A May-December romance that actually tries to meaningfully deal with an age difference without ignoring the reality that people are not only more than their age, they are *mostly* other stuff.
Plot: Allie’s parents are about to celebrate their 30th wedding anniversary, and she’s planning the party. Only mom has fucked off, again, and they have no idea when or if she’s coming back. So Allie hacks into her mom’s bank accounts (yes, using a password to access an account without permission is still hacking), figures out that she’s in New York, and decides to hunt the woman down and force her to come home. Her only clue is a meeting scheduled at a bar where her mom is meeting some guy, so she shows up and spies on them. The bar isn’t very large though and her disguise of a trench coat isn’t exactly the most subtle, so she maneuvers a random man into sitting with her to hide behind him and avoid detection. This guy turns out to be Winston, a British expat here to reconnect with his daughter and financial manager to some guy. Within a day, Winston is heavily invested in Allie’s scheme, and angsty shenanigans ensue.
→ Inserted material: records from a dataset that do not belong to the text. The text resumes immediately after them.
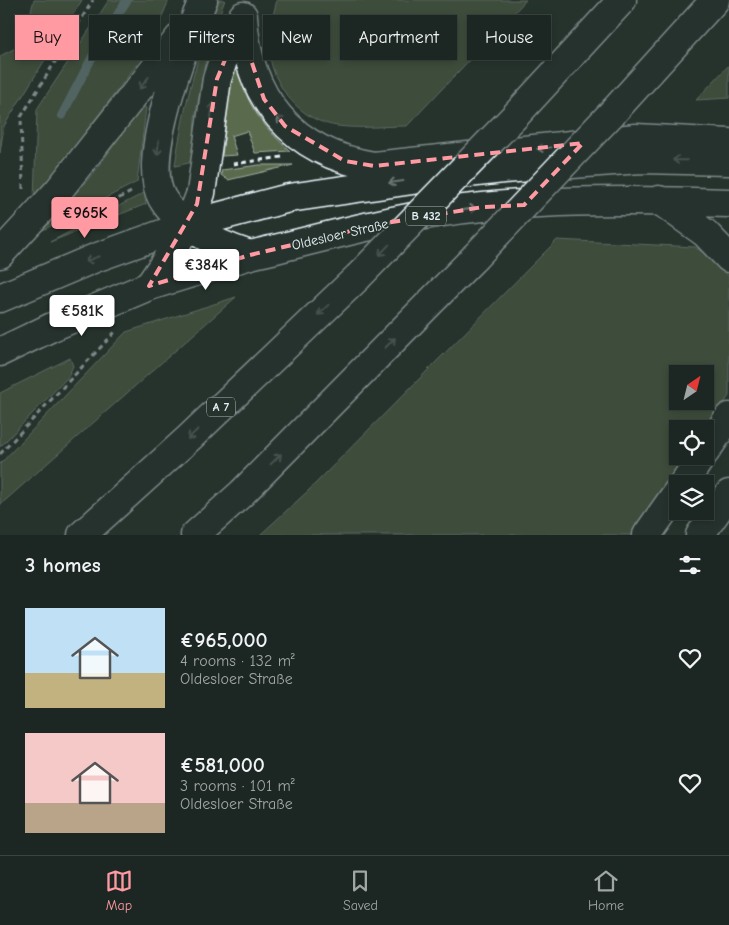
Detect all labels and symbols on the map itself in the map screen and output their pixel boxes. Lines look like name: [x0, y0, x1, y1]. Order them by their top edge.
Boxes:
one-way arrow: [138, 76, 149, 89]
one-way arrow: [207, 102, 217, 118]
one-way arrow: [276, 115, 288, 128]
one-way arrow: [153, 139, 163, 155]
one-way arrow: [536, 143, 552, 153]
one-way arrow: [673, 155, 689, 165]
one-way arrow: [389, 177, 405, 187]
pin: €965K: [50, 196, 120, 239]
one-way arrow: [461, 204, 477, 214]
road number: B 432: [406, 207, 446, 226]
street label: Oldesloer Straße: [290, 215, 390, 254]
one-way arrow: [378, 244, 390, 257]
pin: €384K: [171, 248, 241, 291]
one-way arrow: [85, 255, 100, 264]
pin: €581K: [47, 294, 117, 337]
one-way arrow: [317, 304, 329, 316]
one-way arrow: [384, 337, 396, 349]
north arrow: [669, 365, 714, 410]
road number: A 7: [207, 398, 235, 417]
one-way arrow: [186, 428, 199, 440]
one-way arrow: [270, 452, 282, 465]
As with any Knox novel, there is a lot to love here. Characters are well drawn out and pop right off the page. Secondary characters are treated with the same love and attention that our protagonists get, no doubt setting them up for their own books down the line. There is a secondary character that uses a wheelchair and gets to have a personality and involvement in the story that is totally separate from her disability without ignoring the ways in which people may treat her differently and the ways in which the world isn’t always set up for people with her needs (although it would have been cool if her wheelchair wasn’t mentioned every single time she was in a scene). There’s a great scene where one of our protagonists says something kind of racist and is called on it. She apologizes, thanks the person who called her out, commits to doing better, and asks for the person to continue to hold her accountable. All in 3-4 lines of dialogue and they go on to become great friends. A great example of how not to succumb to white fragility in the face of internalized racism and without missing a beat in the story.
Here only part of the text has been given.